The four adult children and I met yesterday at the house. The goal? Just to restart the process. I needed to see where they were emotionally, and they needed to reacquaint themselves with the contents and what was left. In the beginning was chaos – two people in the attic, one in the master bedroom, one in the den, each person having their own agenda.
But this initial chaos was necessary, they needed to get to the things that were important to them and feel the feelings they needed to feel. I provided minimal guidance, “Do you want to keep it? Or not keep it? We need to keep it simple.” I provided boxes into which they put their keepsakes. After about an hour we shifted to a more orderly process where we went room by room and made sure everyone had a chance to see what was there and to say yes, or no. Keep it or don’t keep it.
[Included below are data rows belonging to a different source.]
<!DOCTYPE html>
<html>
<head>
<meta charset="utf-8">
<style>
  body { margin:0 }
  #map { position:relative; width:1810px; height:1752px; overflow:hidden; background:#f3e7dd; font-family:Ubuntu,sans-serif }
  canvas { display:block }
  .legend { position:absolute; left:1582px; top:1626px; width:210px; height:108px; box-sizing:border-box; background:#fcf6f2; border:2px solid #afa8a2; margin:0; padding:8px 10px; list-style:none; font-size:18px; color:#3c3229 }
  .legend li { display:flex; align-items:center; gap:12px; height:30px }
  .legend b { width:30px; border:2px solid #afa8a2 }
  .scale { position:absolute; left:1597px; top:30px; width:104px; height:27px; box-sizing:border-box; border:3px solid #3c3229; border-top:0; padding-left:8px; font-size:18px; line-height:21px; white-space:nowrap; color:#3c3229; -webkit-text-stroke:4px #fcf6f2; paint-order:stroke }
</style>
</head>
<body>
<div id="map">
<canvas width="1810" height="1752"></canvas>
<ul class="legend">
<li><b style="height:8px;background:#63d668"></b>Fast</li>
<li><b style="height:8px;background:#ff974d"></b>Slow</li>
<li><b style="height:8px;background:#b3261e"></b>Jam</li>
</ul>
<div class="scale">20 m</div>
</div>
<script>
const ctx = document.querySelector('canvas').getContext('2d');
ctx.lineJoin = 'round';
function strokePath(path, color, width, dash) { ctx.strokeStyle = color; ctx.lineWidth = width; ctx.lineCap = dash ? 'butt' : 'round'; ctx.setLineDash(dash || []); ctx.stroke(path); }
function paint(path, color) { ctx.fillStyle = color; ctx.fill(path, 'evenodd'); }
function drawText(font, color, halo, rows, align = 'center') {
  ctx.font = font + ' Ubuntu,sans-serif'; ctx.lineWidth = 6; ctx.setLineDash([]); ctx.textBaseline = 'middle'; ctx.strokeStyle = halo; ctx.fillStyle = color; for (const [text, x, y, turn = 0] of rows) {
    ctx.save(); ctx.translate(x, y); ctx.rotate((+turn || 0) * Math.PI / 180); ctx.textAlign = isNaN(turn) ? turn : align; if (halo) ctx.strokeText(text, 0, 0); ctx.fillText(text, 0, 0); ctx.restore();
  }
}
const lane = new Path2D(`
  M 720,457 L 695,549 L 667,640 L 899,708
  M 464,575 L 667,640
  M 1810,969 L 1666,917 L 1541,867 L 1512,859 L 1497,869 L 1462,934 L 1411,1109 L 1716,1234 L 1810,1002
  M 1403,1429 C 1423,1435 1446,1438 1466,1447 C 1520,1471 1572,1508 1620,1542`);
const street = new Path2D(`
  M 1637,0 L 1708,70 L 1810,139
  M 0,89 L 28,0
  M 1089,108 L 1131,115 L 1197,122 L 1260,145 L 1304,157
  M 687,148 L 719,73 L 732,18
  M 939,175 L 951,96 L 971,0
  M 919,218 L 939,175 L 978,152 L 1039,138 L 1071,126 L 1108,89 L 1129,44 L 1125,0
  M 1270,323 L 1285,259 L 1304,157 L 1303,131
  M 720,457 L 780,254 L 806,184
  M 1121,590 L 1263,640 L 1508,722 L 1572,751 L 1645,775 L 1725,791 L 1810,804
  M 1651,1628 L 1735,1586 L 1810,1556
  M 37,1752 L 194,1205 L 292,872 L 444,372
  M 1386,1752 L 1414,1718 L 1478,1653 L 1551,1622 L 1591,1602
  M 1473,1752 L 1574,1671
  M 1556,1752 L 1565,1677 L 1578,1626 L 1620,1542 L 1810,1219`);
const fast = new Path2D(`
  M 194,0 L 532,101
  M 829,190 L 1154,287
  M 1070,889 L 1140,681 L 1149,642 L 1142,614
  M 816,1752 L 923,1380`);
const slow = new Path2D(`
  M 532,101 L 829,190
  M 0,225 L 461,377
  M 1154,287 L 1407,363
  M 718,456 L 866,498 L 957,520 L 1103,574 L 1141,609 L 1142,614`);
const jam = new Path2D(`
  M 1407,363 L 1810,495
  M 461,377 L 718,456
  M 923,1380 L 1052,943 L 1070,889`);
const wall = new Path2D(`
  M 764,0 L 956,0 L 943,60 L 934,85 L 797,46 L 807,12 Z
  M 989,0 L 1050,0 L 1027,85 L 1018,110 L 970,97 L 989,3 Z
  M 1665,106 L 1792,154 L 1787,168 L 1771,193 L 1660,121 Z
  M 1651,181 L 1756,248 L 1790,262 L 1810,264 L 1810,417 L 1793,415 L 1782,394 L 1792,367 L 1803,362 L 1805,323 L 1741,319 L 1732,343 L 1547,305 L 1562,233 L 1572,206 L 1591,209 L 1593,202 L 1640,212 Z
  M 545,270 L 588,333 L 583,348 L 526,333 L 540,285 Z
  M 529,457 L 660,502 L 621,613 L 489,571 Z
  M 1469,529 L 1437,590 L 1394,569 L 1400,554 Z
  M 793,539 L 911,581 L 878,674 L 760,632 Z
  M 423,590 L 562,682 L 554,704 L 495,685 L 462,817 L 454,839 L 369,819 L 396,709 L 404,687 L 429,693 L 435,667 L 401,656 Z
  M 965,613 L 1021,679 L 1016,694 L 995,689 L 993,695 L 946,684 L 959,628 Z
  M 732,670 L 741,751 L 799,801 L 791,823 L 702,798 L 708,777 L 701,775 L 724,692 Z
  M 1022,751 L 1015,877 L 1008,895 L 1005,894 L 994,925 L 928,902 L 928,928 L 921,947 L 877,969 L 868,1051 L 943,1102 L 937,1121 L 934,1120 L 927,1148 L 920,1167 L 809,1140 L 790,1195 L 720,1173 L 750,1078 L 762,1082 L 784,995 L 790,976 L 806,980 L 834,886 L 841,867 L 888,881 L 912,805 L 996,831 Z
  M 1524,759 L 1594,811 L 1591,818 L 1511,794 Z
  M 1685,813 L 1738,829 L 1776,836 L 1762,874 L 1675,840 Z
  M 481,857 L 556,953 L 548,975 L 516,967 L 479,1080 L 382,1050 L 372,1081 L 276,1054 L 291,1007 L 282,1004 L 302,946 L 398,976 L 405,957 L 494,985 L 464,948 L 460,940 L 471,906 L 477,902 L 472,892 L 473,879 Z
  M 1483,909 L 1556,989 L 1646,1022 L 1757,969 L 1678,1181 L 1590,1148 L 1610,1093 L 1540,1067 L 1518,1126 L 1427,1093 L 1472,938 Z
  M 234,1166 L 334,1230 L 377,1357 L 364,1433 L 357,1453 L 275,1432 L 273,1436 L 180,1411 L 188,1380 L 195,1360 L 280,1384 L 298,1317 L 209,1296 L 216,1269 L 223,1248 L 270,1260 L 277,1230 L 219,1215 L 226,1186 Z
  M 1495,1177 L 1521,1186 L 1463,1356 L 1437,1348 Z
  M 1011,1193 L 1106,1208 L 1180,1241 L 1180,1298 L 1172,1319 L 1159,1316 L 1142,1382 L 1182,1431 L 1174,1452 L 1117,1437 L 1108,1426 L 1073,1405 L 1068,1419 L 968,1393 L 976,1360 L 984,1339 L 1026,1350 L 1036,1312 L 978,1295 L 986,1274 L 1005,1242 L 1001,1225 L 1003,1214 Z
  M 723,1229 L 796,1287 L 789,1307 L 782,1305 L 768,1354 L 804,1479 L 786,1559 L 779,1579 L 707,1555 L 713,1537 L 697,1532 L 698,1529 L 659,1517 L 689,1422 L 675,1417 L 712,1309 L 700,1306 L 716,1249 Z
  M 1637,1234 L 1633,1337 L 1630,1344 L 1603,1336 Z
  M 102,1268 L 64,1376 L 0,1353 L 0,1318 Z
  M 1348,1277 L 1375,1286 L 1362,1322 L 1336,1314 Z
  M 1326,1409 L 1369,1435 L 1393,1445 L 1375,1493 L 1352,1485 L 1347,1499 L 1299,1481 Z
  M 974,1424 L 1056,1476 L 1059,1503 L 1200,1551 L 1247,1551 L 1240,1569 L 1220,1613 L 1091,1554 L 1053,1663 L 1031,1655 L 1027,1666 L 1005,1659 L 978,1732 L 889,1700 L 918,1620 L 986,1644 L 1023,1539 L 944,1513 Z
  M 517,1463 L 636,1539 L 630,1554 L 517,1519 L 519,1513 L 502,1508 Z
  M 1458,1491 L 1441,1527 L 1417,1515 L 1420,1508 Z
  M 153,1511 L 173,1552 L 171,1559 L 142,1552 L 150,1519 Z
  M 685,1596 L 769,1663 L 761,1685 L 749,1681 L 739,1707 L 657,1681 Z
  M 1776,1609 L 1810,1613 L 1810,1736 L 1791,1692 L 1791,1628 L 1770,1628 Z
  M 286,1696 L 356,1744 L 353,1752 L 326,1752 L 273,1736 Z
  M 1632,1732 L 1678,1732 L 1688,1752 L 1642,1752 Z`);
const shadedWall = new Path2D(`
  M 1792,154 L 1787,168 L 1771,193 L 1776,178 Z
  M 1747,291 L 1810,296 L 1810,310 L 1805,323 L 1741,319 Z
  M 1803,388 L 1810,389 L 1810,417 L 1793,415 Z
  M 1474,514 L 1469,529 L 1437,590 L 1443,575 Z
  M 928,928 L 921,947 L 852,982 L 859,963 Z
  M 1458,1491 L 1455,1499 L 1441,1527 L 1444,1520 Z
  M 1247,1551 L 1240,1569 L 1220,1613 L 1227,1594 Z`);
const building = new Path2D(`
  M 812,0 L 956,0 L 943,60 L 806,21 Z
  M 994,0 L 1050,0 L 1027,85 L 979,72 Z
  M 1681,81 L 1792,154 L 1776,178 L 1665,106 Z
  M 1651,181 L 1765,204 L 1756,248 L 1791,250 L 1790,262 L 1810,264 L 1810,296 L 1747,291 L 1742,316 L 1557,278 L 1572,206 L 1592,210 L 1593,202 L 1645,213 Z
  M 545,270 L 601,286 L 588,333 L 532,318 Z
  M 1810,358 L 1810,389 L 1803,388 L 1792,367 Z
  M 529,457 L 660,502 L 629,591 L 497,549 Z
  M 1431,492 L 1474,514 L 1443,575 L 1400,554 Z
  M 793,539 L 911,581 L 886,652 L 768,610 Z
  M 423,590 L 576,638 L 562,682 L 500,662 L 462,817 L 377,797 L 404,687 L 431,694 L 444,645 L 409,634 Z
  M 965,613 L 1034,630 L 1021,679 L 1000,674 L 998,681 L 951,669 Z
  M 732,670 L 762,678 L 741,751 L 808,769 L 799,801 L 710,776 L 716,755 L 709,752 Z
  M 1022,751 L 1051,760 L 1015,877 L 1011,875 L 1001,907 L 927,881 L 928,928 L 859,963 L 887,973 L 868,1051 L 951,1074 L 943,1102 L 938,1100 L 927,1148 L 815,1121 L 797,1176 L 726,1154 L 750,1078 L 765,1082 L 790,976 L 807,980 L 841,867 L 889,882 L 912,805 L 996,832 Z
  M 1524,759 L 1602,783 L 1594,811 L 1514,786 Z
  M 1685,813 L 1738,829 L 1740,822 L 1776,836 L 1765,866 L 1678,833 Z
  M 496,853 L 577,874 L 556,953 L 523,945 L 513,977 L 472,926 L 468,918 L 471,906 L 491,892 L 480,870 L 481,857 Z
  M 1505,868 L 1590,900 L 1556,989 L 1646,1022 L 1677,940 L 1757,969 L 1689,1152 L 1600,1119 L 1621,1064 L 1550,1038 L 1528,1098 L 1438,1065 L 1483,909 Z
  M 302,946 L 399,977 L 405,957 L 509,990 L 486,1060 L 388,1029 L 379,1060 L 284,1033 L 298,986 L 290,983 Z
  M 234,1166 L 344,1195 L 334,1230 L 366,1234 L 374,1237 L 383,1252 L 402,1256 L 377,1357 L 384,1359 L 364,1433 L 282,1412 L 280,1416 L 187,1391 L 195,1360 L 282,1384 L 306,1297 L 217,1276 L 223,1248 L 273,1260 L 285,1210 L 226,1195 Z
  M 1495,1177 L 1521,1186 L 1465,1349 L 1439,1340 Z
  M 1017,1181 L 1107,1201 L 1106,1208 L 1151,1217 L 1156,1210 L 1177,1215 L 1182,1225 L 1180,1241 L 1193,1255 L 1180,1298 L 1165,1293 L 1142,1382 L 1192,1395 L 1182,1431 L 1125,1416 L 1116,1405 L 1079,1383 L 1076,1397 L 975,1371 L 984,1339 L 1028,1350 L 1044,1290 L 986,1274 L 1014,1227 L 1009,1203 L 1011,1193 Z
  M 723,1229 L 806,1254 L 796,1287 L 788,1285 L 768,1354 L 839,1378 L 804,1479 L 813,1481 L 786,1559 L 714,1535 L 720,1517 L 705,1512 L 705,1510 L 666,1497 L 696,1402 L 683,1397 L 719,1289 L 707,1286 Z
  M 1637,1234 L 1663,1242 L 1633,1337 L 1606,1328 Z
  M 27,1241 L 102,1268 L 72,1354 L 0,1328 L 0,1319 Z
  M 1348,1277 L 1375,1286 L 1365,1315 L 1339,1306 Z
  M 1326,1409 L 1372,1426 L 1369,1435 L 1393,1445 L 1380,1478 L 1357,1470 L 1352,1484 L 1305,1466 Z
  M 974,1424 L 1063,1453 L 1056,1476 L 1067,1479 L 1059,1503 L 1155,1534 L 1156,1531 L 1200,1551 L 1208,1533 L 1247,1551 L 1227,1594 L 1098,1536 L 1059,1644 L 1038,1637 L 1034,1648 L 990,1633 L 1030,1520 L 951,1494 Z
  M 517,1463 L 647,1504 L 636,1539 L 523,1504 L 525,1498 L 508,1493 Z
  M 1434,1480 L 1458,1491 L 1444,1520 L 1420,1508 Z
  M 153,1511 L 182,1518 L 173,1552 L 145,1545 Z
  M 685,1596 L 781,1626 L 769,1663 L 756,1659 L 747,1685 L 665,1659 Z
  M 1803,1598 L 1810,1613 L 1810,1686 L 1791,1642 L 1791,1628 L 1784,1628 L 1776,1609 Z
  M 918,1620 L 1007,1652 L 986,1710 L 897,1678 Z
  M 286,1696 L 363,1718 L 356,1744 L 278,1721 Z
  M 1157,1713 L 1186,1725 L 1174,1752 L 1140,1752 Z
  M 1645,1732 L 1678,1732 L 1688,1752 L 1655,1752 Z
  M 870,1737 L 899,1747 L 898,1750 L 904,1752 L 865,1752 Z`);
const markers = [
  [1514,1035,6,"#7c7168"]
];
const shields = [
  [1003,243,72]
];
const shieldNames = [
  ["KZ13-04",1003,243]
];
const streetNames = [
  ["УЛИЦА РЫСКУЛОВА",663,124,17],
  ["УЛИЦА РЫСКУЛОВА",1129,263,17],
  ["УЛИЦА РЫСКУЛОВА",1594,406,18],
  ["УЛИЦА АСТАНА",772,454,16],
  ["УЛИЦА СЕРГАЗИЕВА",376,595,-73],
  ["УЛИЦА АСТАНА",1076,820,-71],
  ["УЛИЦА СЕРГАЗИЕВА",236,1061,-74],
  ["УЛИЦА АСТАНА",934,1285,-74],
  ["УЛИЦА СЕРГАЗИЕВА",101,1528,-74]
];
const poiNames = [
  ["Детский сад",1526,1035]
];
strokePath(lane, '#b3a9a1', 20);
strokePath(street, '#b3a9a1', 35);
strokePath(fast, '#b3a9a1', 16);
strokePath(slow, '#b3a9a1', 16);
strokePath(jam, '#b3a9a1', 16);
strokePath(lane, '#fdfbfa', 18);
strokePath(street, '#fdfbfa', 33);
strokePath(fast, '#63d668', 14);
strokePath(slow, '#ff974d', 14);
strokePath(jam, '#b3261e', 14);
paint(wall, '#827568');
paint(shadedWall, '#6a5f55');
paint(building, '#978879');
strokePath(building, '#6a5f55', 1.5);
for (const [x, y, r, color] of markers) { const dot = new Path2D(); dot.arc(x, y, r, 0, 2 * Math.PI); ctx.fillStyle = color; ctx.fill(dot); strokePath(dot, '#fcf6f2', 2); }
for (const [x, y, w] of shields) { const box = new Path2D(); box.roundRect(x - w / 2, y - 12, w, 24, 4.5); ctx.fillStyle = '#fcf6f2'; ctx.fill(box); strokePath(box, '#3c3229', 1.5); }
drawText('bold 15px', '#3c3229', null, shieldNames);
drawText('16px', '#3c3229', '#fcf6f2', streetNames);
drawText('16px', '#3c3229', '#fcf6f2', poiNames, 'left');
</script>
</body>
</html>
One simple question.
It was truly heartening that they talked with one another and didn’t argue. “The best things in life aren’t things,” so it is said. It’s relationships. They talked with one another – do you want this? remember this? Why did they keep this?
In the end, we had touched everything in the house. And realizing this was the last time all 4 would be in the house together, we took a picture – randomly sitting on the couch. They recalled a similar picture, possibly on that very couch with the four of them years before when they were kids.
In the end, we made a plan for the next steps and I feel like they left with their good memories, the important keepsakes, and their bonds with one another intact. It was a good day. I was honored to be a part of it.